Each line of the records that includes "weight" should be found and copied.

Start of DATASET RECORDS

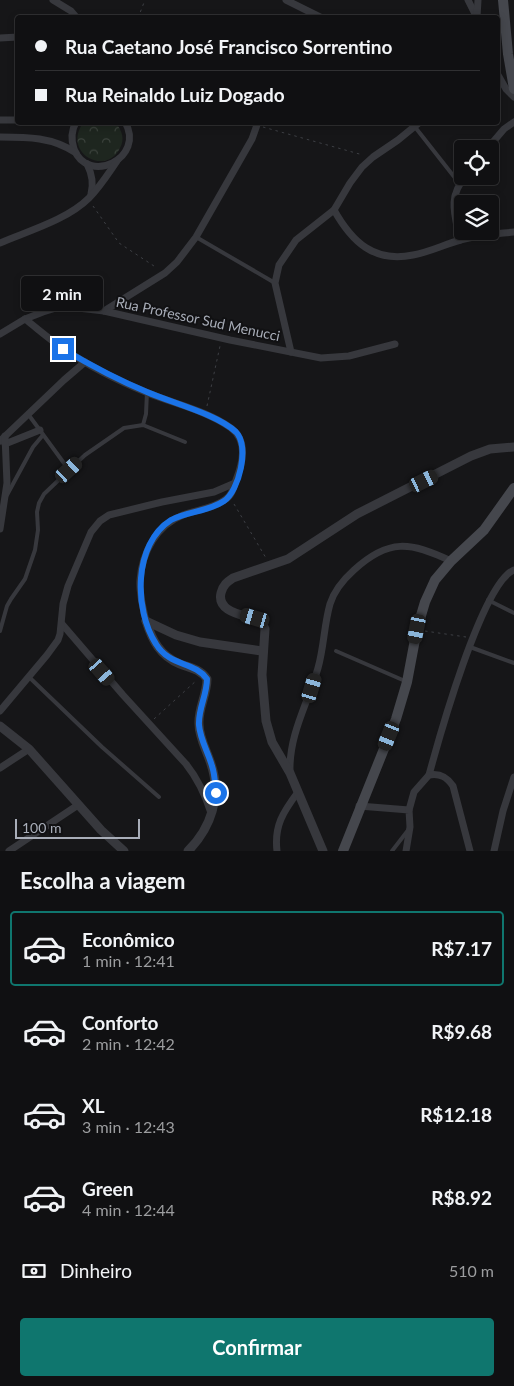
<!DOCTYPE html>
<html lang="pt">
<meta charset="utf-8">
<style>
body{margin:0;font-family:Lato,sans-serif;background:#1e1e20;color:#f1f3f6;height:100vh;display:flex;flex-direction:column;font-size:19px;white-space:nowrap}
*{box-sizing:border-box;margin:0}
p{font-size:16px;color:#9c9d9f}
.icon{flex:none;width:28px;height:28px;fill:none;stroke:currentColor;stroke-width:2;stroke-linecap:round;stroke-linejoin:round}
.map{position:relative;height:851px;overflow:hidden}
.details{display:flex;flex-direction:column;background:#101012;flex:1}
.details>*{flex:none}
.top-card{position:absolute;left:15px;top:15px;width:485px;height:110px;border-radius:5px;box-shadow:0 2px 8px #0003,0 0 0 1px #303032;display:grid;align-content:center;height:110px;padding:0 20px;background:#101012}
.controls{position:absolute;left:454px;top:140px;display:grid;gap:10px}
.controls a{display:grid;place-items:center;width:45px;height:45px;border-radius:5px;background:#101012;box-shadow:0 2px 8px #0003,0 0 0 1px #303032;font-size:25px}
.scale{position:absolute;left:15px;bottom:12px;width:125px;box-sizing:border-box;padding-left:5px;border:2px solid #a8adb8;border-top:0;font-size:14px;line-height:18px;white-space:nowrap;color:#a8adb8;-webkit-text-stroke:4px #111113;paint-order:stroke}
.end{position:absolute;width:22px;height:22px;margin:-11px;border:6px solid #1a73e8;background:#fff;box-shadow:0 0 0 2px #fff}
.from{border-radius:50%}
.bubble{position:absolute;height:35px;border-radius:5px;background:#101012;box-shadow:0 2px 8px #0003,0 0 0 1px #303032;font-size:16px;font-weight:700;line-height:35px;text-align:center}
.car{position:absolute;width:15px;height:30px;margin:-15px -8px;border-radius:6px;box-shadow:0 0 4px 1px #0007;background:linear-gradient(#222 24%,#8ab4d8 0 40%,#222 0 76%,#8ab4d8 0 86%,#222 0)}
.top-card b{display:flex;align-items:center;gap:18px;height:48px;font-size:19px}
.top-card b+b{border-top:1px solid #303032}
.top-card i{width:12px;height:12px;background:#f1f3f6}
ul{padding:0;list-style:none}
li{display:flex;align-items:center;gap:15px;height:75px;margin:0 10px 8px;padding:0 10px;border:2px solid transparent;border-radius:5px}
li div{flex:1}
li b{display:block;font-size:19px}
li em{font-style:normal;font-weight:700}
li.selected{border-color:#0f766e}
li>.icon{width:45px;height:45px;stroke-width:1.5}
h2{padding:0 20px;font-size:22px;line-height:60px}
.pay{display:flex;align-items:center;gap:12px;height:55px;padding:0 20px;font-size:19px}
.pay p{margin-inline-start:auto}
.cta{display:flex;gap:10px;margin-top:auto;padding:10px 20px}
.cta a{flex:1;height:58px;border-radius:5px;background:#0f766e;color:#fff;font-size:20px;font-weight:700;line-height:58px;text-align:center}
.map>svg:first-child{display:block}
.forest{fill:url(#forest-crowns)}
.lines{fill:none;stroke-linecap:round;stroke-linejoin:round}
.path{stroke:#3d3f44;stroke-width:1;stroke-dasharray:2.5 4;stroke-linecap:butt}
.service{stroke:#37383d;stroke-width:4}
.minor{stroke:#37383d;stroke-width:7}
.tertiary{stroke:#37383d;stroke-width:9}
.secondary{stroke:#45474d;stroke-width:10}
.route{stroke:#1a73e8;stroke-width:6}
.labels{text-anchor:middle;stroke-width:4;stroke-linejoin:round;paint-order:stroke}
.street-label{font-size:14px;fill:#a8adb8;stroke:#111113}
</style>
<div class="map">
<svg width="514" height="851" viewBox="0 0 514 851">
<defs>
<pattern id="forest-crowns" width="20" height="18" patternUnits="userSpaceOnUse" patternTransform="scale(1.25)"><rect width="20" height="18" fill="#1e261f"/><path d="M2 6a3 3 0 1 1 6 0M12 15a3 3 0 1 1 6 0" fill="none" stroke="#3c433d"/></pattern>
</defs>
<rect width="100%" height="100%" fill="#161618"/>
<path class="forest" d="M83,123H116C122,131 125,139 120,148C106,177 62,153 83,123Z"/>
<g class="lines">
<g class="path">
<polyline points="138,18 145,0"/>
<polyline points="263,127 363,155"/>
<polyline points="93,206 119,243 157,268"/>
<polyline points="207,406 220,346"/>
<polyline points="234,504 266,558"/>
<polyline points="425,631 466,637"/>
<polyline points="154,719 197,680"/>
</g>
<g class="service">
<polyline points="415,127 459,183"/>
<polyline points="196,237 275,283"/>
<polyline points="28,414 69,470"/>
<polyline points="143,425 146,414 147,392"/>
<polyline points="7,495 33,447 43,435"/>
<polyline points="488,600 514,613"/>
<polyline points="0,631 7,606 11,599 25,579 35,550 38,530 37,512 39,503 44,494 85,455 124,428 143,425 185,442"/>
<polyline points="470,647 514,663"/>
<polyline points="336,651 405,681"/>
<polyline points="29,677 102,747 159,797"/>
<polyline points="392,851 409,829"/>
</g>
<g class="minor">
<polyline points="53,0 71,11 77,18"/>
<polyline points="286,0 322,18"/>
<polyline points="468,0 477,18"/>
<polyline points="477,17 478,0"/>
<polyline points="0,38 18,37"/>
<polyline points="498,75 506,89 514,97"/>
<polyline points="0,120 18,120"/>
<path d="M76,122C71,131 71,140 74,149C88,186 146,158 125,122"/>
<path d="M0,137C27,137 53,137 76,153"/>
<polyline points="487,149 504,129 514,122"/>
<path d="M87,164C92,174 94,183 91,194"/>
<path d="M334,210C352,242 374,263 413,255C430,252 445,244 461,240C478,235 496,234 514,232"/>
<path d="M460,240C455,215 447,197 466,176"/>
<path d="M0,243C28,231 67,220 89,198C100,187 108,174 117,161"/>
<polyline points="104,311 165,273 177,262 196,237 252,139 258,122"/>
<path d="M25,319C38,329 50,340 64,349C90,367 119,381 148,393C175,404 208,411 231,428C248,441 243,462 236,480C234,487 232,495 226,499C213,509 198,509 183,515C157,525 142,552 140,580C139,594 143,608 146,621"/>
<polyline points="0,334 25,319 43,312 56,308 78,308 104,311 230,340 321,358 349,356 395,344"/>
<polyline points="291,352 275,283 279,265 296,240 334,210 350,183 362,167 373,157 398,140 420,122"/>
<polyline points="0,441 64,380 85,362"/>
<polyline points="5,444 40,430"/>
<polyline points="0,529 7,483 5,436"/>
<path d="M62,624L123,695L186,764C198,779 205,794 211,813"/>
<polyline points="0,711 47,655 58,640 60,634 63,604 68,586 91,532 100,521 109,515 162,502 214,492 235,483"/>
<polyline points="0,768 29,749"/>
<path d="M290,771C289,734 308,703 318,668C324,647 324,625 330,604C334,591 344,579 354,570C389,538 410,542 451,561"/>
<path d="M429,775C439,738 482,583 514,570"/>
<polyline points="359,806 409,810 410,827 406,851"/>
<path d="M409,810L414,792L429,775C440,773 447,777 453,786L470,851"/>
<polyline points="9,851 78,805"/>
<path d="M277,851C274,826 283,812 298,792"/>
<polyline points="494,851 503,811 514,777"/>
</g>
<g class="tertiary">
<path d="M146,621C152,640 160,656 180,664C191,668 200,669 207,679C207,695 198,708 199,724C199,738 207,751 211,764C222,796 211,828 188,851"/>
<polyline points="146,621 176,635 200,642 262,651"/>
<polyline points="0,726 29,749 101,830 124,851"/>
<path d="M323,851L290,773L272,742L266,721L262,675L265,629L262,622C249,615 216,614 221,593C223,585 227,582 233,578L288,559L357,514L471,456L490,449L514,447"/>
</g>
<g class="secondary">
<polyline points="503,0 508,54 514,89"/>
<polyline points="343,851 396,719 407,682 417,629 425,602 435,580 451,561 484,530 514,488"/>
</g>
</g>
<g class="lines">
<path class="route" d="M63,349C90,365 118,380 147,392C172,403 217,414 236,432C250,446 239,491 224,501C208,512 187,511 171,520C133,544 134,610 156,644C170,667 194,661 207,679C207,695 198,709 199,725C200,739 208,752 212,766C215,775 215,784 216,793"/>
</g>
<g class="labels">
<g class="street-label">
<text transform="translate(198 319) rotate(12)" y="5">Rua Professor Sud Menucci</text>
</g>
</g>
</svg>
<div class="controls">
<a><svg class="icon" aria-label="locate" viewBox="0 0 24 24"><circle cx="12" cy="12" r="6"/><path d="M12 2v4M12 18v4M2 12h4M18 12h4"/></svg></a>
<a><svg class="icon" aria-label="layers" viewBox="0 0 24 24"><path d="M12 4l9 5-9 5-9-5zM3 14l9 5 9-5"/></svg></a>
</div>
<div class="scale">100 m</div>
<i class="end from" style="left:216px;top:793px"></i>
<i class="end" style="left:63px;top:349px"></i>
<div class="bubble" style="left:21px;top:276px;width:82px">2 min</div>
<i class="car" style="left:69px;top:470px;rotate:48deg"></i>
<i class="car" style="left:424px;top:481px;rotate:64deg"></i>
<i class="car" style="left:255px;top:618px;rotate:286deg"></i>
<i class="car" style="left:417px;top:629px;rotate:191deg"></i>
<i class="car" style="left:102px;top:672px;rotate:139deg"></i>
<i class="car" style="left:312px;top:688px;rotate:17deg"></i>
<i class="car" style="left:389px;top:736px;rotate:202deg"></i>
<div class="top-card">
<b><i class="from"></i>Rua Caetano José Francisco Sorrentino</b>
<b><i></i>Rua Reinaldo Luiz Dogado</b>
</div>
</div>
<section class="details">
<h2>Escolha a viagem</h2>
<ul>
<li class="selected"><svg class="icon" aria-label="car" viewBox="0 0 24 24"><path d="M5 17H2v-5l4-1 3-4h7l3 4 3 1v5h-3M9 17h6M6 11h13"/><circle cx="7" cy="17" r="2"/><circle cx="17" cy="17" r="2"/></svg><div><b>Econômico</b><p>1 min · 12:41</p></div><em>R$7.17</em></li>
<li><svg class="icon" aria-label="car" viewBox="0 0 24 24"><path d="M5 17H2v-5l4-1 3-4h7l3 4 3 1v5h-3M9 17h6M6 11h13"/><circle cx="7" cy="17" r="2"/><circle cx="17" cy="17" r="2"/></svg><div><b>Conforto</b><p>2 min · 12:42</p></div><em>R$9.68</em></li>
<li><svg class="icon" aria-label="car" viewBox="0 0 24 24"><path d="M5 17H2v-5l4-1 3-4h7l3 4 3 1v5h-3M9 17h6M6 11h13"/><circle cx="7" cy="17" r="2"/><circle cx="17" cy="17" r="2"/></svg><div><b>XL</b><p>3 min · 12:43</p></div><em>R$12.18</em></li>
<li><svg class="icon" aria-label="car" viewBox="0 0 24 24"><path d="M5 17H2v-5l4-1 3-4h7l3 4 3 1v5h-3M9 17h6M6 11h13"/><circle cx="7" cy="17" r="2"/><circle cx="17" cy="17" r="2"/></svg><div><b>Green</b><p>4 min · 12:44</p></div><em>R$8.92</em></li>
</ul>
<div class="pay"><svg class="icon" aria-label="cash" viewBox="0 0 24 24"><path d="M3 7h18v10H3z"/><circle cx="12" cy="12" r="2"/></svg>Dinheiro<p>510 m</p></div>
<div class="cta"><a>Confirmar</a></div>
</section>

End of DATASET RECORDS

RESPONSE:
.bubble{position:absolute;height:35px;border-radius:5px;background:#101012;box-shadow:0 2px 8px #0003,0 0 0 1px #303032;font-size:16px;font-weight:700;line-height:35px;text-align:center}
li em{font-style:normal;font-weight:700}
.cta a{flex:1;height:58px;border-radius:5px;background:#0f766e;color:#fff;font-size:20px;font-weight:700;line-height:58px;text-align:center}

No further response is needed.